Die enge Verbindung zwischen Wolf und Rabe wird bereits in einem der Vorläufer des Feuilletons, in den alten Mythen, erwähnt. Odin, in der nordischen Sagenwelt der Herrscher über Menschen und Götter, hatte zwei Wölfe an seiner Seite und ein Rabenpaar auf seiner Schulter. Hugin (Gedanke) und Munin (Gedächtnis) schickte er in der Dämmerung zum Erkundungsflug bis ans Ende der Welt aus. Nachts kamen die beiden Vögel zurück und flüsterten ihm die Geheimnisse, die sie erfahren hatten, ins Ohr. Die heutige Wissenschaft bestätigt: Raben sind gesprächig. Die gesamte Krähenfamilie ist seit langem für ihre Intelligenz bekannt.
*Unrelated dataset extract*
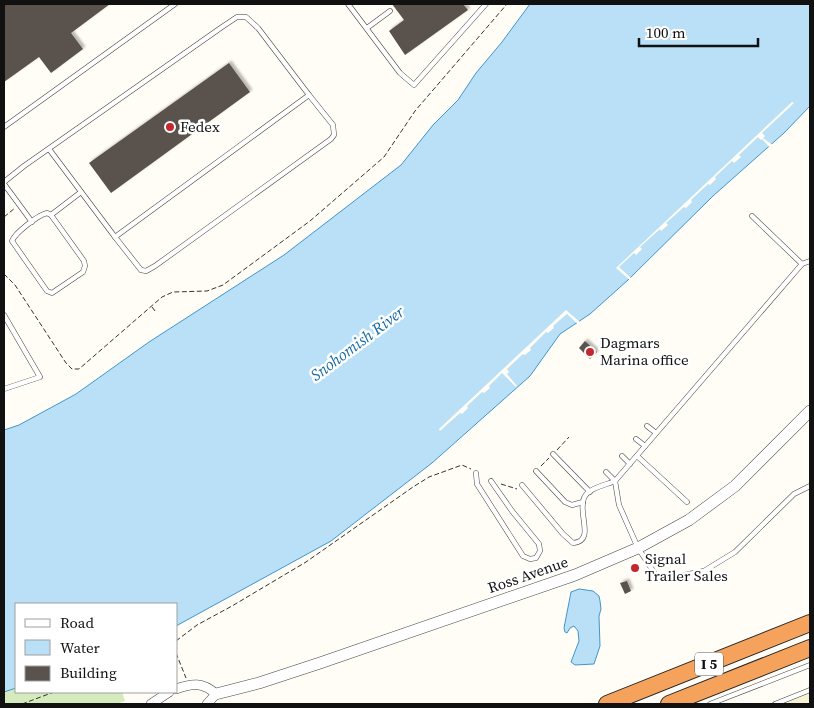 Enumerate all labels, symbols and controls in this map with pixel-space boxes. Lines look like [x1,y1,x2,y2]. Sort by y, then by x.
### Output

Neuerdings wird unter Kognitionsforschern die Frage diskutiert, ob Krähen "gefiederte Menschenaffen" seien. Die im fernen Neukaledonien heimischen Krähenvertreter haben nämlich eine regelrechte Kultur der Werkzeugherstellung entwickelt. Aus den Blättern der Schraubenpalmengattung Pandanus erzeugen sie bis zu dreißig Zentimeter lange, mehrstufige Sonden, die zum Ende hin stark verjüngt sind. Damit stochern sie in bis zu zehn Zentimeter tiefen Spalten nach Nahrung. Wer weiß, was sie noch an neuen Erfindungen in petto haben.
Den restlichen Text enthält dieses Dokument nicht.